● **Task details**
Print only the lines from the top of the data through the line with "0 #656f6c) drop-shadow(-2px", both included, skipping every picture.
++++ Data for analysis
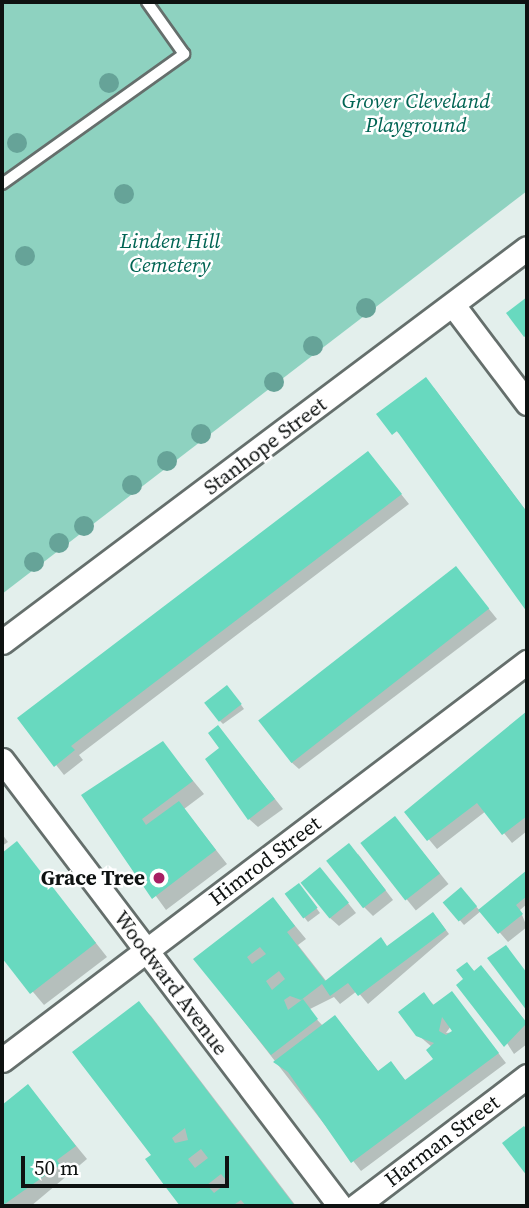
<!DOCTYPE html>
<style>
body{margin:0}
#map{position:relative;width:529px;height:1208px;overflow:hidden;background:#e3efec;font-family:"Source Serif 4",serif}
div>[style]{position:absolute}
.green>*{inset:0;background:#8ed2c0}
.shadow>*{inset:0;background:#0003;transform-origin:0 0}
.building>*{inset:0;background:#68d9bf;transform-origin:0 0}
.roads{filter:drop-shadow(2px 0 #656f6c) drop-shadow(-2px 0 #656f6c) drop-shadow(0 2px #656f6c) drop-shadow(0 -2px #656f6c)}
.service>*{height:10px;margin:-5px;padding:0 5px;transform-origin:5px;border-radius:5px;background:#fff}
.minor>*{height:23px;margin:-11.5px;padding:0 11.5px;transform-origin:11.5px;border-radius:11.5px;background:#fff}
.trees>*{width:20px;height:20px;margin:-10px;border-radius:50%;background:#66a398}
.dots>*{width:19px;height:19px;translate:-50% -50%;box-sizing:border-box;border:4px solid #fff;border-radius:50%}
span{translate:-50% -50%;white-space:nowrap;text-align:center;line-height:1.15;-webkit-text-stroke:5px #fff;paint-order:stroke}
.park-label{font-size:21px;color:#006453;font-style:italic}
.street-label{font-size:21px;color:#0e1211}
.poi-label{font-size:21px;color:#0e1211;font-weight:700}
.right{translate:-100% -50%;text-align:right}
.frame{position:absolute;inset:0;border:4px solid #0e1211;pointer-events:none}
.scale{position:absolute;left:21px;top:1156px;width:208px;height:32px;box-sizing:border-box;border:4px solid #0e1211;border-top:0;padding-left:9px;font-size:21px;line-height:24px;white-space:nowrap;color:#0e1211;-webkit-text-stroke:5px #fff;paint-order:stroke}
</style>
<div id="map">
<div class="green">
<i style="clip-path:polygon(2px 2px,527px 2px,527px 191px,2px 594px)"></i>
</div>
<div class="shadow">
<i style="clip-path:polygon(434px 388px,527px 512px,527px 609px,406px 440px,379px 415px)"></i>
<i style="clip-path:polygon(368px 453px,409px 504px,79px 755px,83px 760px,64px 775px,19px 718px)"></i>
<i style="clip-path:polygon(456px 568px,497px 619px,299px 769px,290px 761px)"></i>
<i style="clip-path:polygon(231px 691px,244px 709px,223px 724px,219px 720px)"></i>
<i style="clip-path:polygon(527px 712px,527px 831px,512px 843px,486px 811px,437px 849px,406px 812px)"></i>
<i style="clip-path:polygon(218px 727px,283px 809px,258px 827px,249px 819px)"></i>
<i style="clip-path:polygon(163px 744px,204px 794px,184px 809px,227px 864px,166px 910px,83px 795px)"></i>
<i style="left:395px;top:818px;width:85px;height:42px;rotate:51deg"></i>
<i style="clip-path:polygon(2px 834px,8px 842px,2px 846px)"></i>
<i style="clip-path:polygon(17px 843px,107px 957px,44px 1005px,2px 955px,2px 855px)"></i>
<i style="clip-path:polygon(358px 854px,393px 900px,373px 916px,364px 907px)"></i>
<i style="clip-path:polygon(527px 872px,527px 904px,520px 910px,527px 927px,508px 942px,481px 911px,464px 925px,445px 903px,465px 893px,480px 911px)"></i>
<i style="clip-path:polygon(328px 878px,356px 913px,339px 926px,330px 918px)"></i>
<i style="clip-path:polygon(303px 890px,320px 913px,308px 922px,304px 917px)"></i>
<i style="clip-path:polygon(evenodd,273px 899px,306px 939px,298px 945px,327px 982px,437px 918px,449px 934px,368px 1004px,357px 991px,340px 1004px,334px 997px,308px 1010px,323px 1026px,335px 1017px,379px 1072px,391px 1063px,406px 1081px,435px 1059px,432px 1047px,418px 1035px,424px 995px,435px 1006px,452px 993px,506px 1063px,361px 1171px,195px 959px,273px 899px,451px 1026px,456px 1032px,446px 1033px,451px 1026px)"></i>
<i style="clip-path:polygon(467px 964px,475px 972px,481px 967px,527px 1023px,527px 1044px,514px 1054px,466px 979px)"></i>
<i style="clip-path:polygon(138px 1004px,151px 1016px,296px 1206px,183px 1206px,147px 1160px,153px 1155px)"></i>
<i style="clip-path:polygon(28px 1087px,87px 1159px,31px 1206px,2px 1206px,2px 1107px)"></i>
</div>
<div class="building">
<i style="clip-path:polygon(527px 297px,527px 335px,524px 337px,506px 313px)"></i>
<i style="clip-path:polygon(426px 377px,527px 512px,527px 612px,397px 431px,392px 435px,376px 414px)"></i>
<i style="clip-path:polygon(368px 451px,402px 494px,71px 746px,75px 750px,54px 767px,17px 718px)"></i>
<i style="left:456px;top:566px;width:54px;height:251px;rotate:52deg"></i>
<i style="left:227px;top:685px;width:24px;height:29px;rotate:52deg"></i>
<i style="clip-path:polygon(527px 711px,527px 816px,502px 835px,477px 803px,427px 841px,404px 812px)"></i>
<i style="clip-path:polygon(218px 725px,275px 799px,248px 820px,205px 759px,219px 748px,208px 733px)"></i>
<i style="clip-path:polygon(163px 741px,193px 781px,142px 819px,146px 825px,179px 801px,216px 850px,152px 899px,81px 795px)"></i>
<i style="left:395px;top:816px;width:73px;height:44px;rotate:52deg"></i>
<i style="clip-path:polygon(17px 841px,96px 943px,30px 994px,2px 958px,2px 853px)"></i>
<i style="left:349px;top:843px;width:60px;height:29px;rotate:52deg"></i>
<i style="left:320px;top:867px;width:46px;height:25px;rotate:51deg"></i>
<i style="clip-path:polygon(527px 870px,527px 896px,516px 905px,523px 914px,498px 934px,478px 910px)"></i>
<i style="left:299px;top:883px;width:31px;height:18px;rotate:53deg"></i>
<i style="left:461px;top:887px;width:25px;height:24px;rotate:50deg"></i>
<i style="clip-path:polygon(evenodd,273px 897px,295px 926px,287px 932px,325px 981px,381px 937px,387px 946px,433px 912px,446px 930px,358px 996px,348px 983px,330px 996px,322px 984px,301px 1000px,290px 996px,284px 1000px,288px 1010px,303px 999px,318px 1019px,271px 1055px,193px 959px,273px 897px,260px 947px,266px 954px,252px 964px,247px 957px,260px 947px,273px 897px,279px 971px,285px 979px,272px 990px,266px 981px,279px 971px)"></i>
<i style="clip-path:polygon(506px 945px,527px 973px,527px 1011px,487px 958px)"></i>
<i style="clip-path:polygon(467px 962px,474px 971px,481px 965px,527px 1023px,504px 1047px,456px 985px,463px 979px,456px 970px)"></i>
<i style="clip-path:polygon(evenodd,452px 991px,499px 1053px,351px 1163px,288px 1072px,273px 1062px,335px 1015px,378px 1071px,391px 1061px,405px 1080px,433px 1059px,426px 1050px,434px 1043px,416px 1036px,398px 1012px,424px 992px,433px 1005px,452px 991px,442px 1017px,452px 1031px,446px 1035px,439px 1031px,442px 1017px)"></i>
<i style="clip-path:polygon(evenodd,139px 1001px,275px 1180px,295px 1206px,246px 1206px,241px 1200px,232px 1206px,180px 1206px,164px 1185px,145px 1159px,151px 1155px,72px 1052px,139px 1001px,185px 1128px,188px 1140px,175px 1143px,172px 1138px,185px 1128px,139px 1001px,201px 1149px,208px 1158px,195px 1168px,188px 1159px,201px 1149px,139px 1001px,221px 1174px,228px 1182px,214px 1193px,207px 1185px,221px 1174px)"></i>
<i style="clip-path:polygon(28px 1084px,76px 1146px,57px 1160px,60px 1165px,2px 1206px,2px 1105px)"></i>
<i style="clip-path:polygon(524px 1126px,527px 1130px,527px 1176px,502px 1143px)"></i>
</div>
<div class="roads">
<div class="service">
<i style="left:2px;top:184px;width:224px;rotate:-35.5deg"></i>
<i style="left:184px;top:54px;width:64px;rotate:-125.4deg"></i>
</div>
<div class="minor">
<i style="left:453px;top:305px;width:123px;rotate:52.9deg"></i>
<i style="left:2px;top:642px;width:656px;rotate:-36.89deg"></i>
<i style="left:2px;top:760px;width:560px;rotate:52.84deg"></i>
<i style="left:2px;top:1060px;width:659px;rotate:-37.17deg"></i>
<i style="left:356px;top:1206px;width:215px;rotate:-37.2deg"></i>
</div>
</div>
<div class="trees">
<i style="left:109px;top:83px"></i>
<i style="left:17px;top:143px"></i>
<i style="left:124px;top:194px"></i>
<i style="left:25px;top:256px"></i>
<i style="left:366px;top:308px"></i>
<i style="left:313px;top:346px"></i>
<i style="left:274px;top:382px"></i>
<i style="left:201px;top:434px"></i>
<i style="left:167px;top:461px"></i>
<i style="left:132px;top:485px"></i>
<i style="left:84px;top:526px"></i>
<i style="left:59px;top:543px"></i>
<i style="left:34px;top:562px"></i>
</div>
<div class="dots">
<i style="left:159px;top:878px;background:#a71e63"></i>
</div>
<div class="park-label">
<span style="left:416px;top:113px">Grover Cleveland<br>Playground</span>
<span style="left:170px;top:253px">Linden Hill<br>Cemetery</span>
</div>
<div class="street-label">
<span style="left:265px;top:446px;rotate:-37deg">Stanhope Street</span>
<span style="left:265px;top:861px;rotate:-37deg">Himrod Street</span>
<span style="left:171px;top:983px;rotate:53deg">Woodward Avenue</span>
<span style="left:442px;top:1141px;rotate:-37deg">Harman Street</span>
</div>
<div class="poi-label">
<span class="right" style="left:145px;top:878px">Grace Tree</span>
</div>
<div class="frame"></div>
<div class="scale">50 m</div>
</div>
++++++++
● **Exercise solution**
<!DOCTYPE html>
<style>
body{margin:0}
#map{position:relative;width:529px;height:1208px;overflow:hidden;background:#e3efec;font-family:"Source Serif 4",serif}
div>[style]{position:absolute}
.green>*{inset:0;background:#8ed2c0}
.shadow>*{inset:0;background:#0003;transform-origin:0 0}
.building>*{inset:0;background:#68d9bf;transform-origin:0 0}
.roads{filter:drop-shadow(2px 0 #656f6c) drop-shadow(-2px 0 #656f6c) drop-shadow(0 2px #656f6c) drop-shadow(0 -2px #656f6c)}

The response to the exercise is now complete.